[What you are asked to do]: Write out the entire listing below exactly, with the pictures left out.

[Task inputs]:
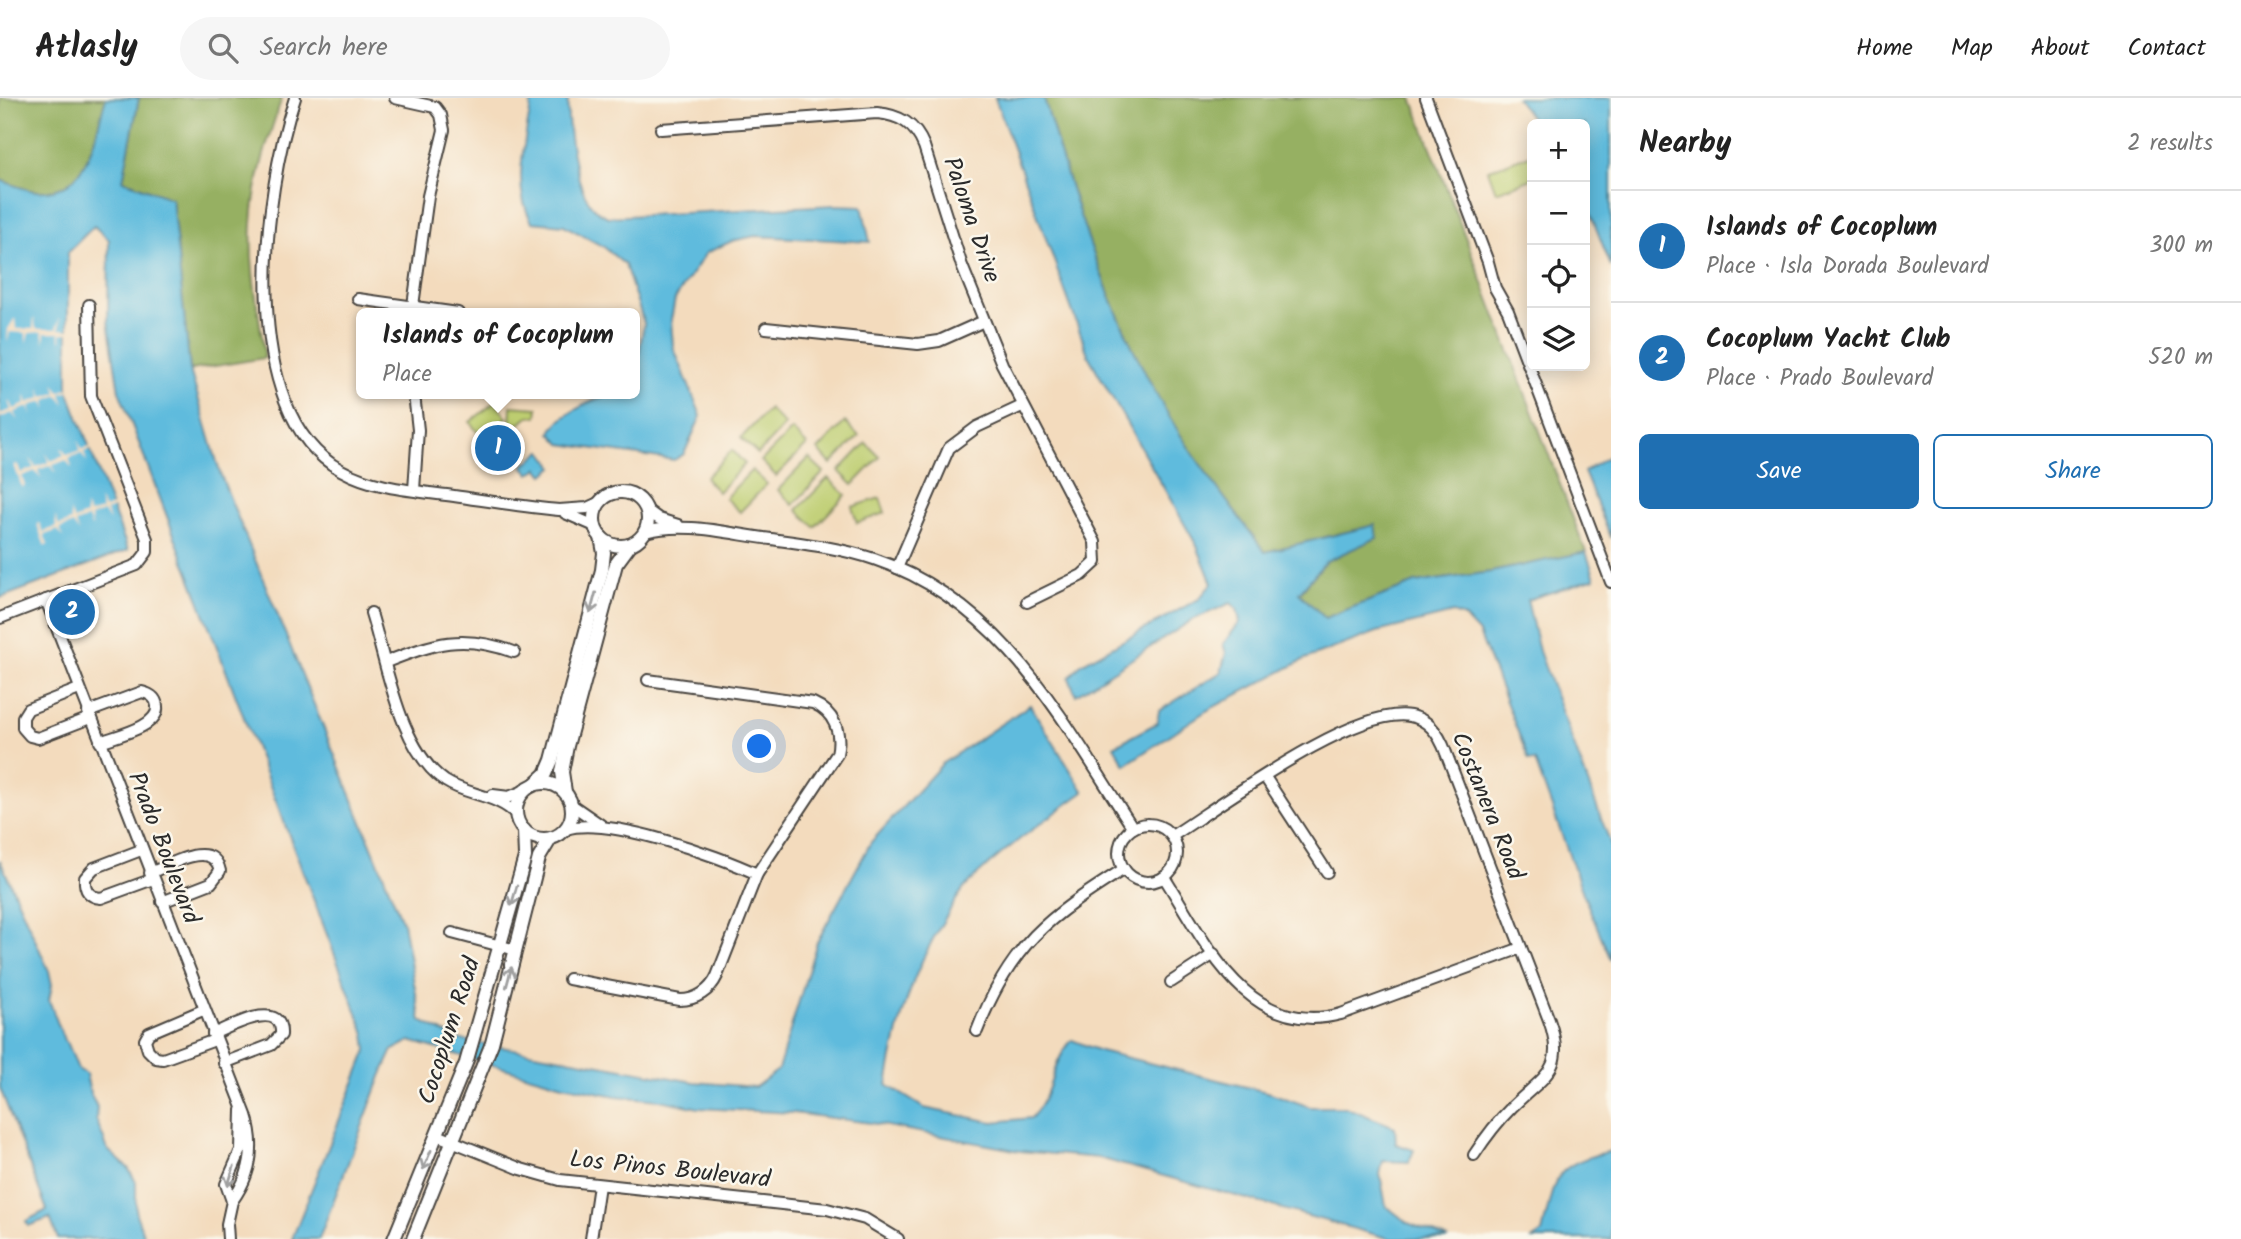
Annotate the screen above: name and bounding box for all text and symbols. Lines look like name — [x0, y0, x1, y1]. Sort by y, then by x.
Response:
search box — [180, 17, 670, 80]
text: Atlasly — [35, 22, 138, 75]
text: Search here — [260, 27, 388, 69]
icon: search — [204, 29, 242, 67]
text: Home — [1856, 29, 1913, 68]
text: Map — [1951, 29, 1993, 68]
text: About — [2031, 29, 2089, 68]
text: Contact — [2127, 29, 2206, 68]
map controls — [1527, 119, 1590, 371]
button: + — [1527, 119, 1590, 182]
text: Nearby — [1639, 120, 1731, 168]
text: 2 results — [2127, 126, 2213, 162]
street label: Paloma Drive — [931, 152, 1011, 289]
button: − — [1527, 182, 1590, 245]
text: Islands of Cocoplum — [1706, 207, 1937, 249]
text: 1 — [1659, 228, 1665, 264]
text: 300 m — [2149, 228, 2213, 264]
button: locate — [1527, 245, 1590, 308]
text: Place · Isla Dorada Boulevard — [1706, 249, 1989, 285]
popup — [356, 308, 640, 399]
button: layers — [1527, 308, 1590, 371]
text: Islands of Cocoplum — [382, 315, 614, 357]
text: Cocoplum Yacht Club — [1706, 319, 1951, 361]
text: 2 — [1655, 340, 1669, 376]
text: 520 m — [2148, 340, 2213, 376]
text: Place — [382, 357, 432, 393]
text: Place · Prado Boulevard — [1706, 361, 1933, 397]
pin: 1 — [475, 422, 521, 474]
button: Save — [1639, 434, 1919, 509]
button: Share — [1933, 434, 2213, 509]
pin: 2 — [49, 586, 95, 638]
one-way arrow — [586, 591, 599, 614]
street label: Costanera Road — [1440, 726, 1535, 887]
your location — [742, 729, 776, 763]
street label: Prado Boulevard — [116, 766, 210, 931]
one-way arrow — [507, 885, 520, 907]
street label: Cocoplum Road — [408, 951, 492, 1110]
one-way arrow — [504, 966, 517, 988]
street label: Los Pinos Boulevard — [568, 1140, 773, 1200]
one-way arrow — [419, 1149, 432, 1171]
one-way arrow — [223, 1164, 236, 1186]

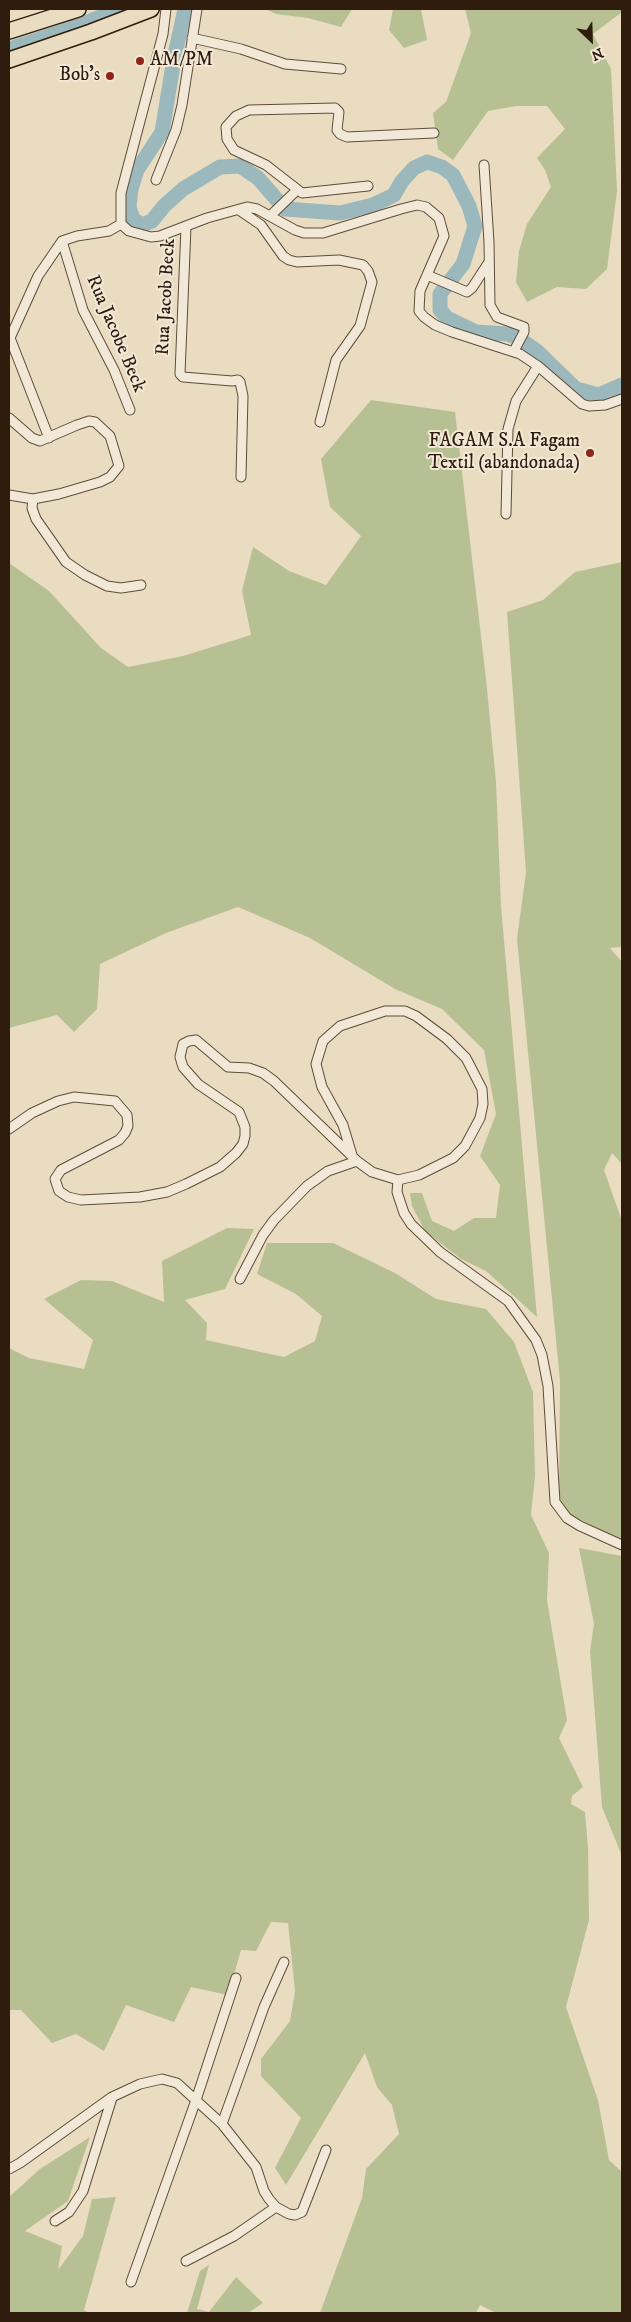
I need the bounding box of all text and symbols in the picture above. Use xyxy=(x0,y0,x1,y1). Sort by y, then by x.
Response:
north arrow xyxy=(566,15,616,65)
text: N xyxy=(588,43,606,64)
place label: AM/PM xyxy=(150,50,213,72)
marker: AM/PM xyxy=(134,55,146,67)
place label: Bob's xyxy=(59,65,100,87)
marker: Bob's xyxy=(104,70,116,82)
street label: Rua Jacob Beck xyxy=(153,238,181,356)
street label: Rua Jacobe Beck xyxy=(80,272,150,396)
place label: FAGAM S.A Fagam Textil (abandonada) xyxy=(428,431,580,475)
marker: FAGAM S.A Fagam Textil (abandonada) xyxy=(584,447,596,459)

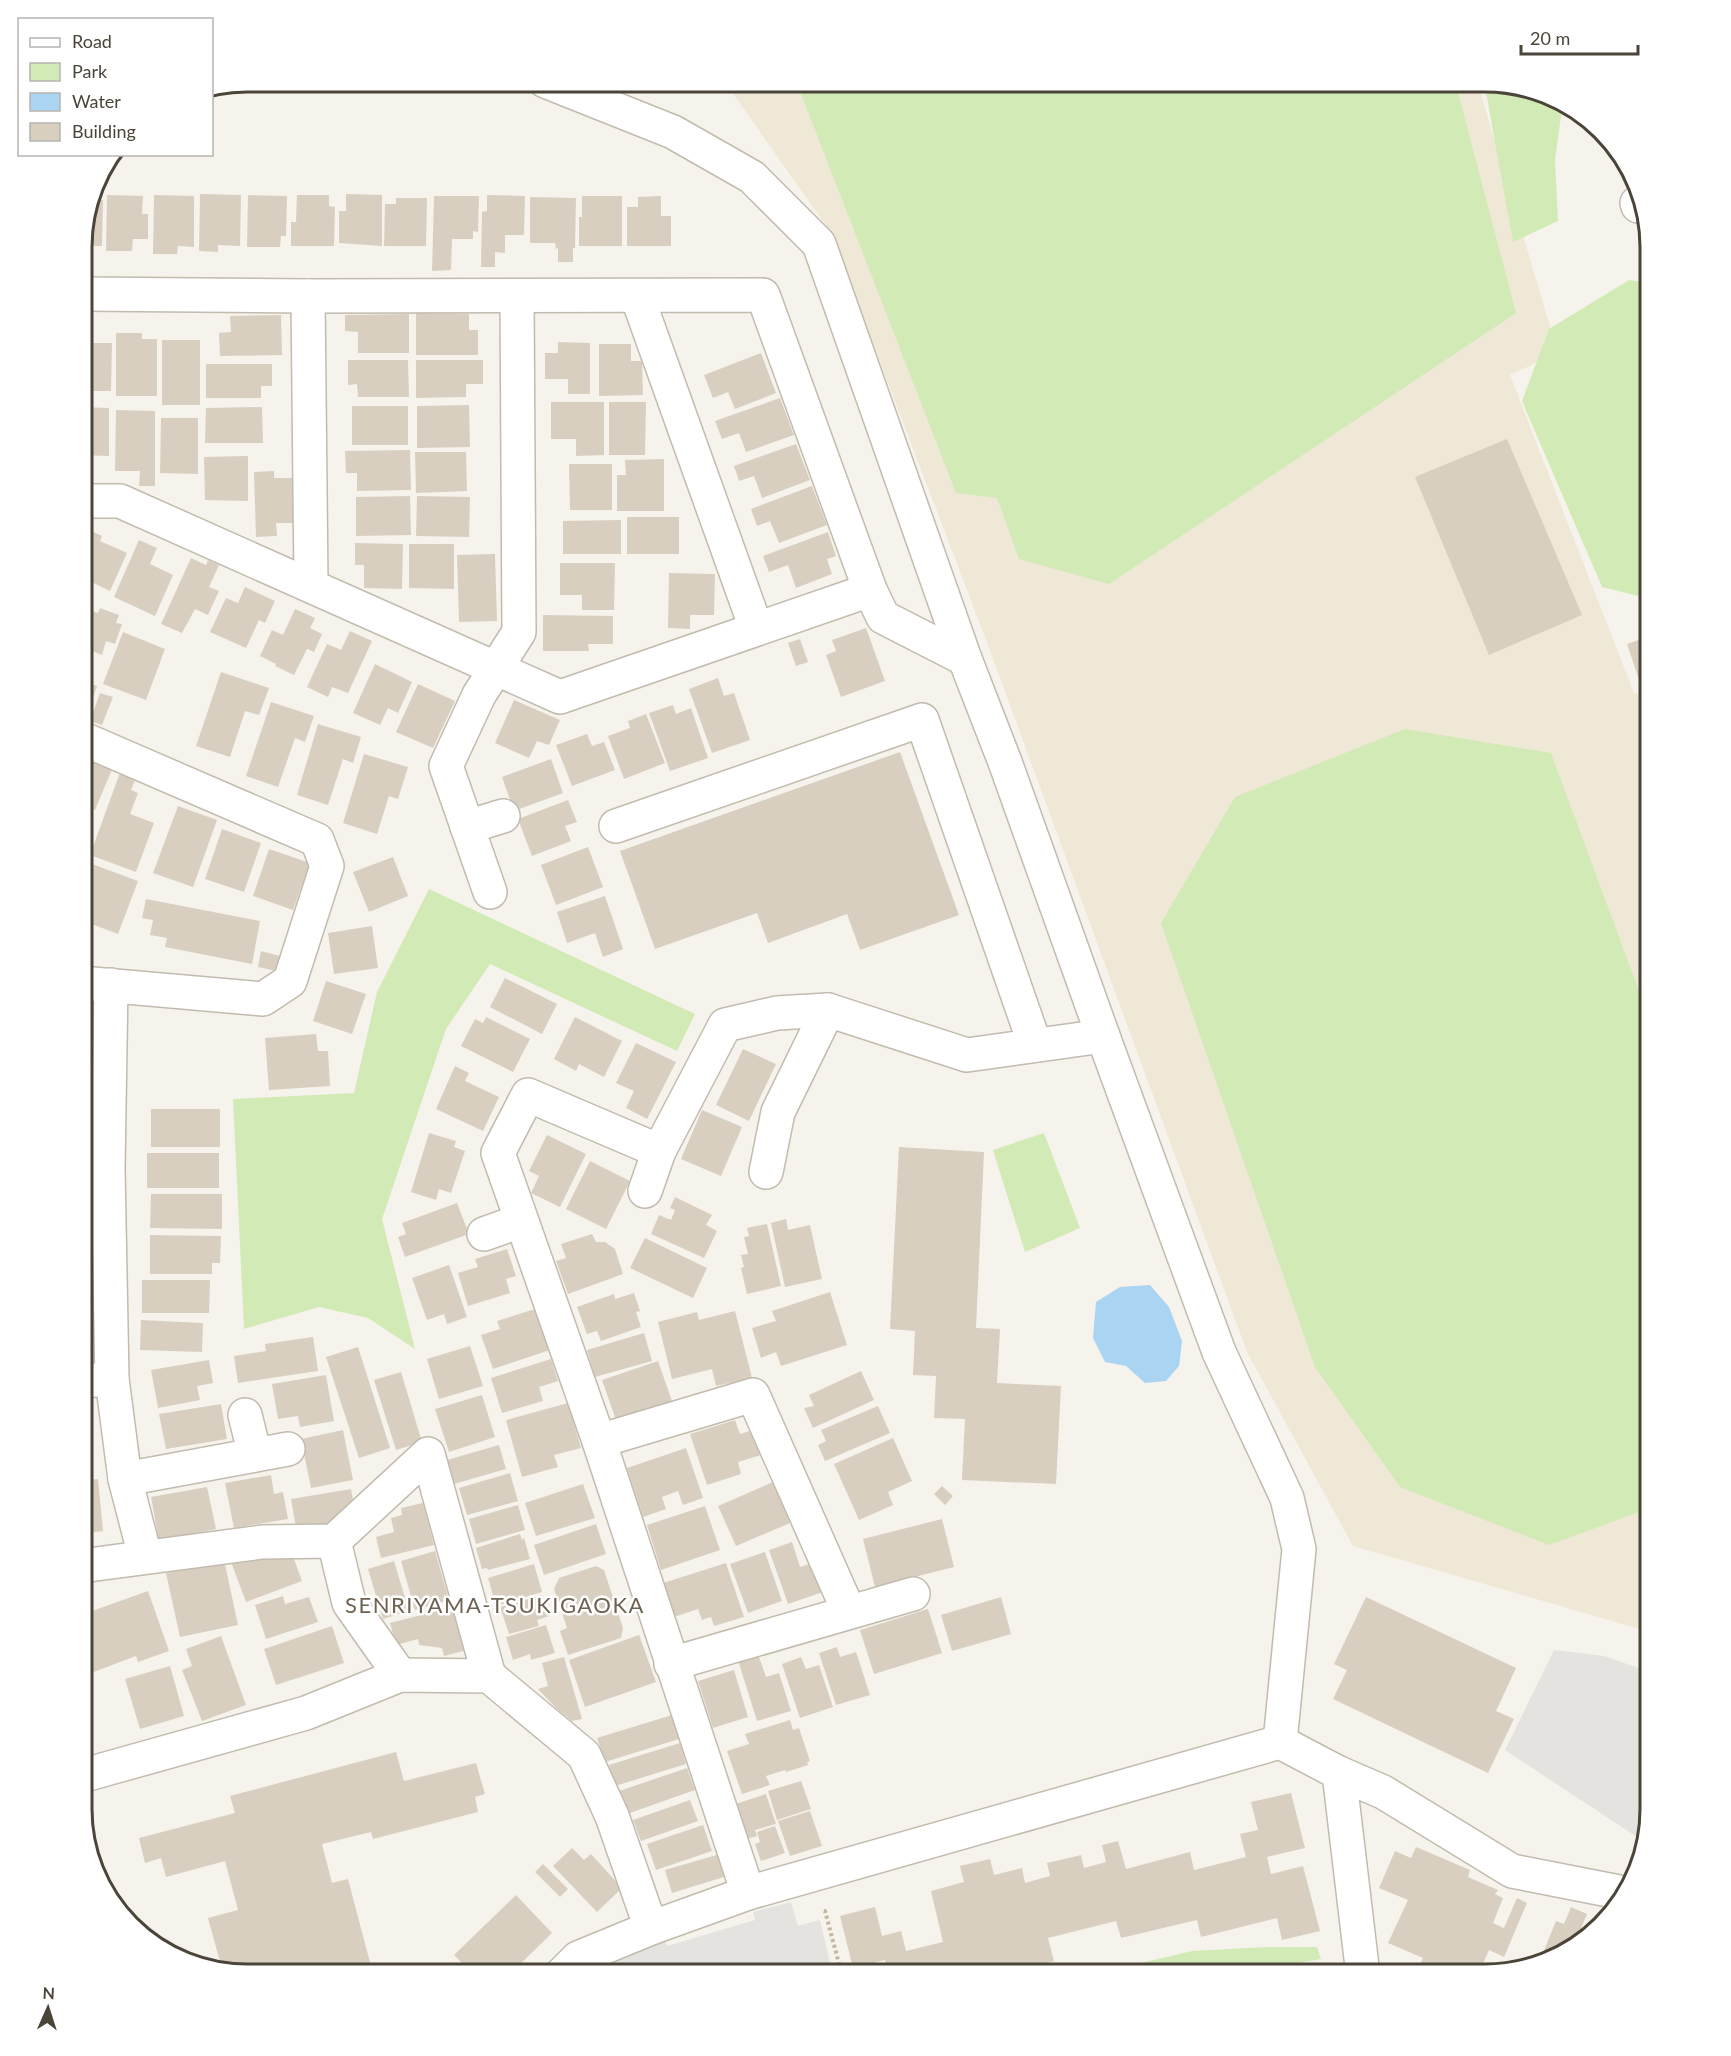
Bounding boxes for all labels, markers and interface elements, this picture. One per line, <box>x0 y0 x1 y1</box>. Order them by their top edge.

[Exercise output]:
Annotate the screen above: name and bounding box for all text and symbols. Lines look like name — [x0, y0, x1, y1]. Sort by y, then by x.
Response:
search box — [180, 17, 670, 80]
text: Atlasly — [35, 22, 138, 75]
text: Search here — [260, 27, 388, 69]
icon: search — [204, 29, 242, 67]
text: Home — [1856, 29, 1913, 68]
text: Map — [1951, 29, 1993, 68]
text: About — [2031, 29, 2089, 68]
text: Contact — [2127, 29, 2206, 68]
map controls — [1527, 119, 1590, 371]
button: + — [1527, 119, 1590, 182]
text: Nearby — [1639, 120, 1731, 168]
text: 2 results — [2127, 126, 2213, 162]
street label: Paloma Drive — [931, 152, 1011, 289]
button: − — [1527, 182, 1590, 245]
text: Islands of Cocoplum — [1706, 207, 1937, 249]
text: 1 — [1659, 228, 1665, 264]
text: 300 m — [2149, 228, 2213, 264]
button: locate — [1527, 245, 1590, 308]
text: Place · Isla Dorada Boulevard — [1706, 249, 1989, 285]
popup — [356, 308, 640, 399]
button: layers — [1527, 308, 1590, 371]
text: Islands of Cocoplum — [382, 315, 614, 357]
text: Cocoplum Yacht Club — [1706, 319, 1951, 361]
text: 2 — [1655, 340, 1669, 376]
text: 520 m — [2148, 340, 2213, 376]
text: Place — [382, 357, 432, 393]
text: Place · Prado Boulevard — [1706, 361, 1933, 397]
pin: 1 — [475, 422, 521, 474]
button: Save — [1639, 434, 1919, 509]
button: Share — [1933, 434, 2213, 509]
pin: 2 — [49, 586, 95, 638]
one-way arrow — [586, 591, 599, 614]
street label: Costanera Road — [1440, 726, 1535, 887]
your location — [742, 729, 776, 763]
street label: Prado Boulevard — [116, 766, 210, 931]
one-way arrow — [507, 885, 520, 907]
street label: Cocoplum Road — [408, 951, 492, 1110]
one-way arrow — [504, 966, 517, 988]
street label: Los Pinos Boulevard — [568, 1140, 773, 1200]
one-way arrow — [419, 1149, 432, 1171]
one-way arrow — [223, 1164, 236, 1186]

I need the bounding box of all text and symbols in the picture above. Use xyxy=(x0,y0,x1,y1). Sort by y, then by x.
Response:
north arrow xyxy=(566,15,616,65)
text: N xyxy=(588,43,606,64)
place label: AM/PM xyxy=(150,50,213,72)
marker: AM/PM xyxy=(134,55,146,67)
place label: Bob's xyxy=(59,65,100,87)
marker: Bob's xyxy=(104,70,116,82)
street label: Rua Jacob Beck xyxy=(153,238,181,356)
street label: Rua Jacobe Beck xyxy=(80,272,150,396)
place label: FAGAM S.A Fagam Textil (abandonada) xyxy=(428,431,580,475)
marker: FAGAM S.A Fagam Textil (abandonada) xyxy=(584,447,596,459)

Bounding boxes for all labels, markers and interface elements, this picture. One per line, <box>x0 y0 x1 y1</box>. Order them by their top edge.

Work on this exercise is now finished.